• WHAT THE TASK ASKS: Repeat all of the data word for word so that only the pictures are missing from the copy.

• SUPPLIED ENTRIES:
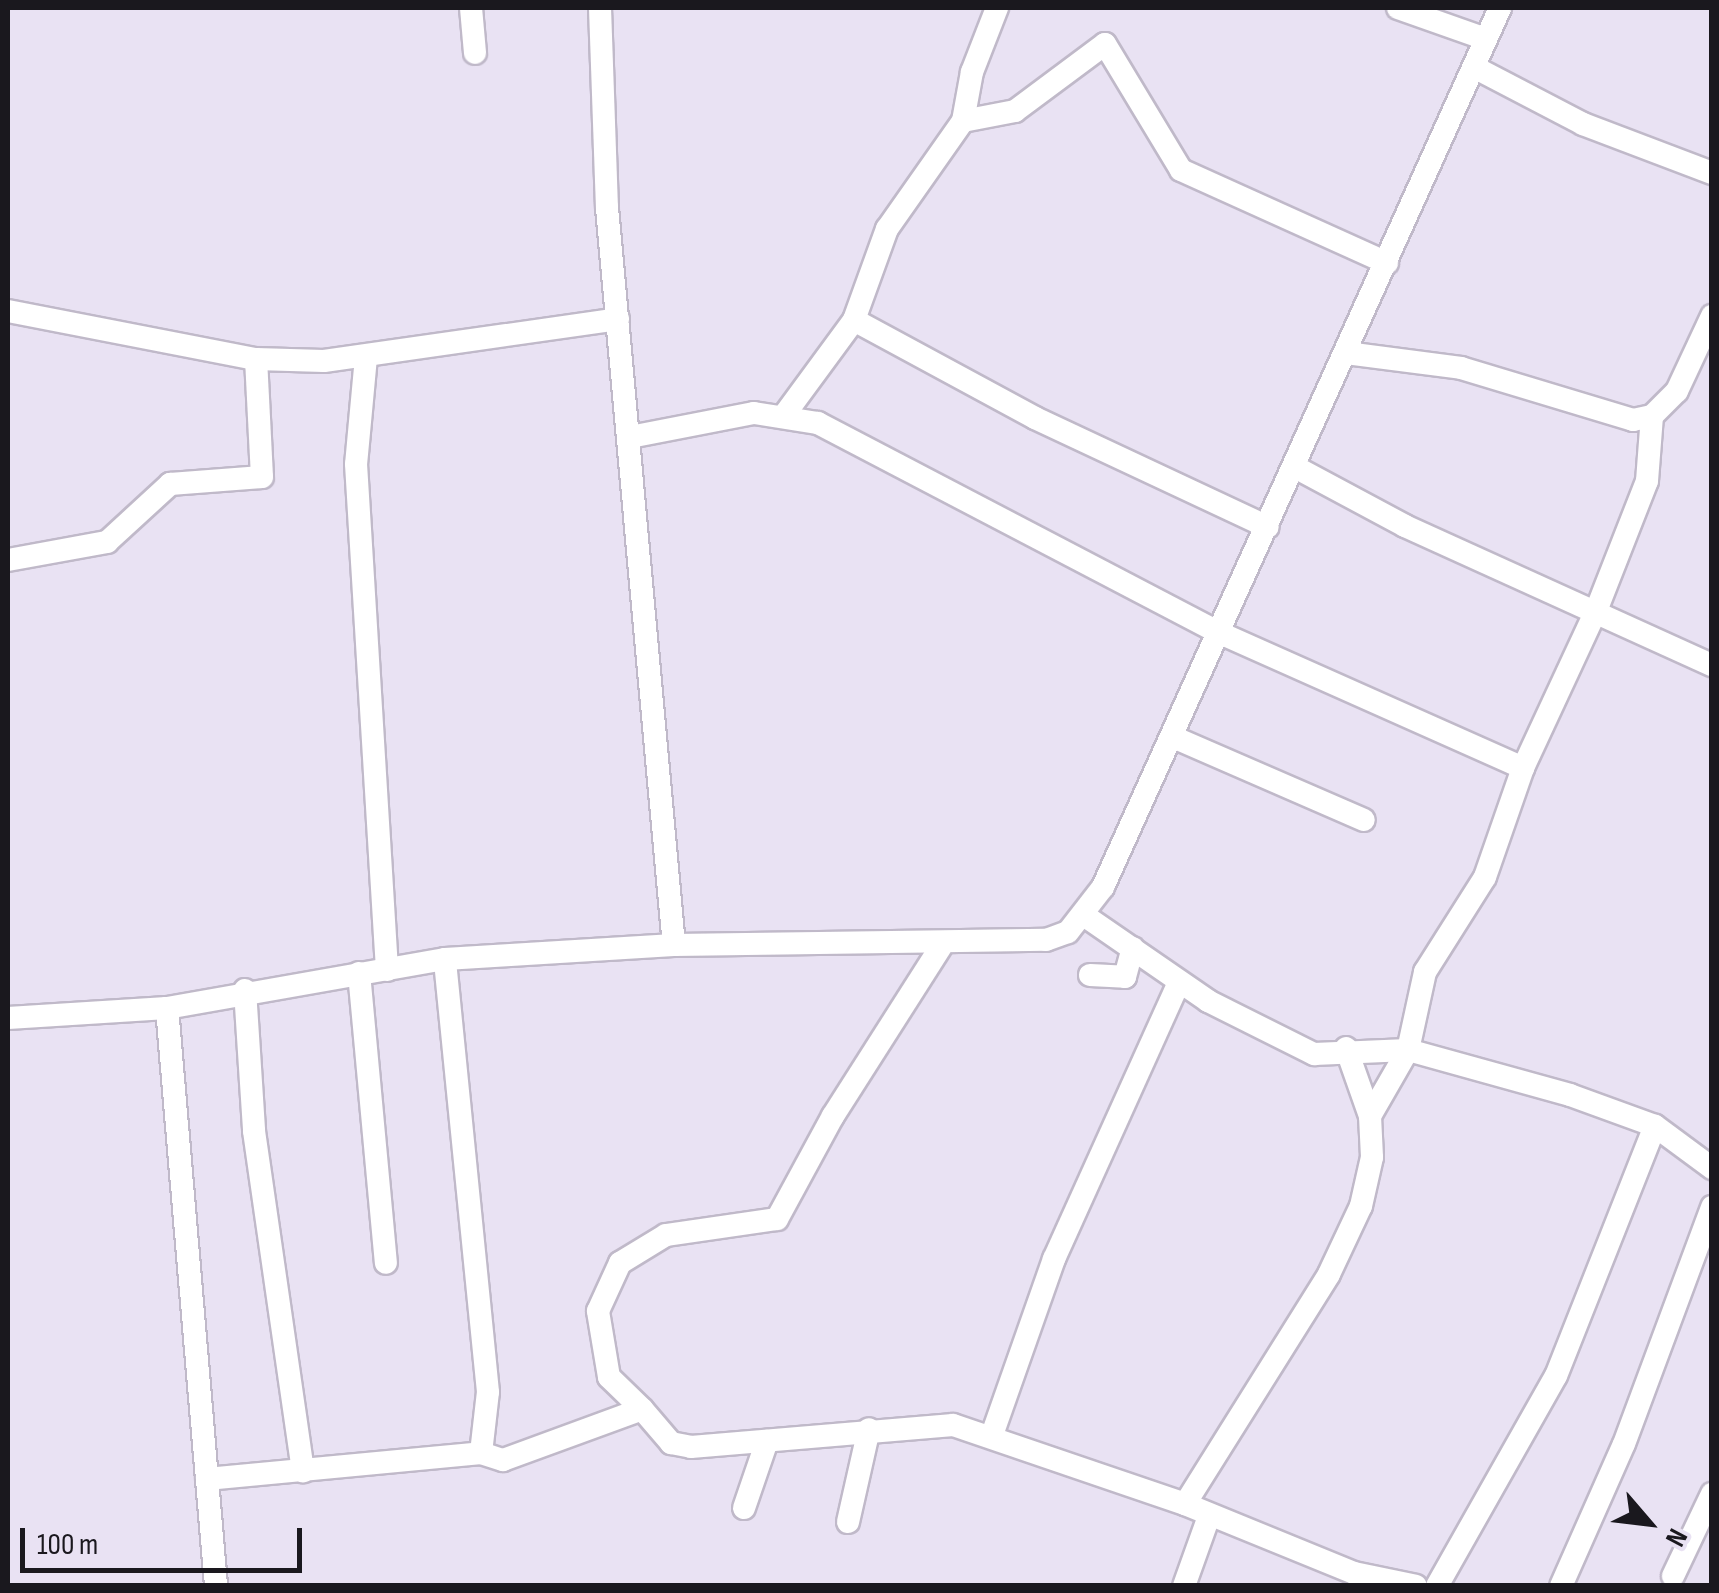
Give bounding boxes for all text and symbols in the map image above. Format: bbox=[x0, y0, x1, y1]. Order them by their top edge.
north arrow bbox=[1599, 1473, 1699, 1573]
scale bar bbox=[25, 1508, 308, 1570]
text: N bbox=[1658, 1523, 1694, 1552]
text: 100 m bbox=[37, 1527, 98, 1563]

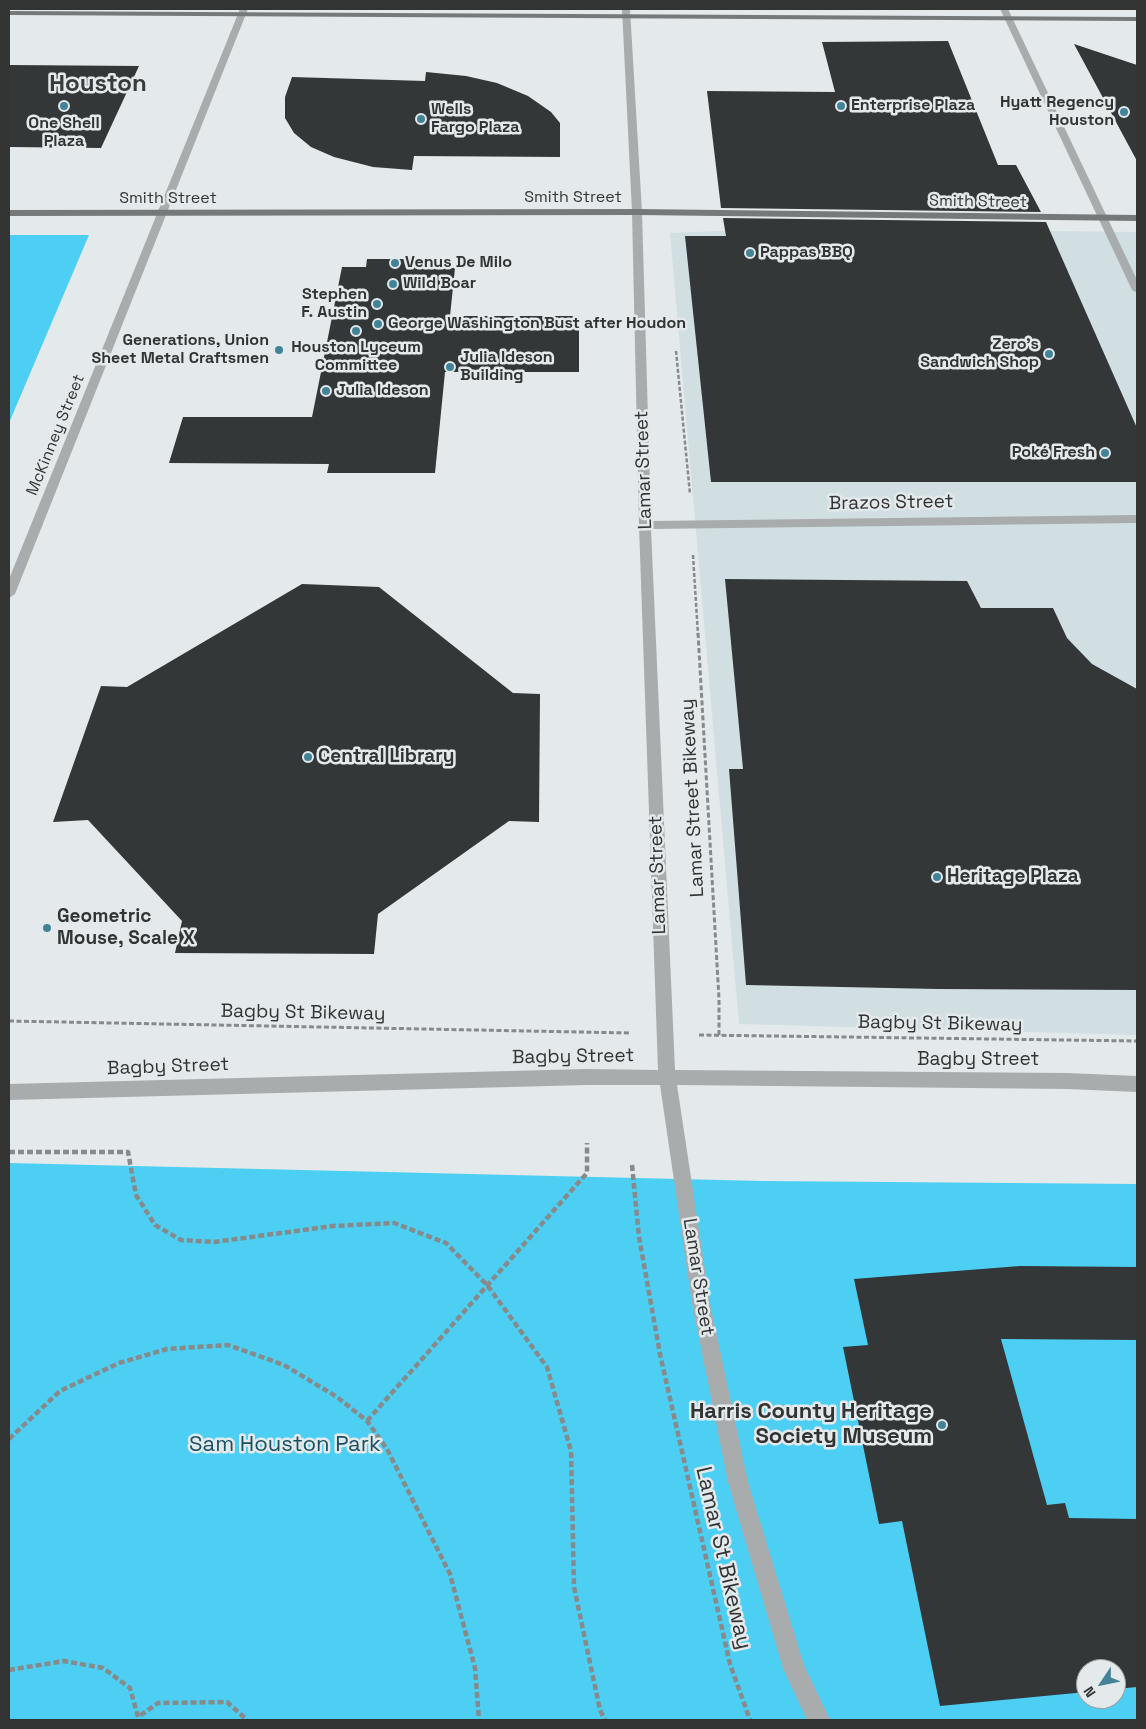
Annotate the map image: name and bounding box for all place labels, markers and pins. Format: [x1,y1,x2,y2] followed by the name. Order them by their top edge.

• EXPECTED OUTPUT:
Give bounding boxes for all text and symbols in the map image above. Format: bbox=[x0, y0, x1, y1]. Order them by their top edge.
north arrow bbox=[1599, 1473, 1699, 1573]
scale bar bbox=[25, 1508, 308, 1570]
text: N bbox=[1658, 1523, 1694, 1552]
text: 100 m bbox=[37, 1527, 98, 1563]

Annotate the map image: name and bounding box for all place labels, markers and pins. Format: [x1,y1,x2,y2] followed by the name. Order them by their top edge.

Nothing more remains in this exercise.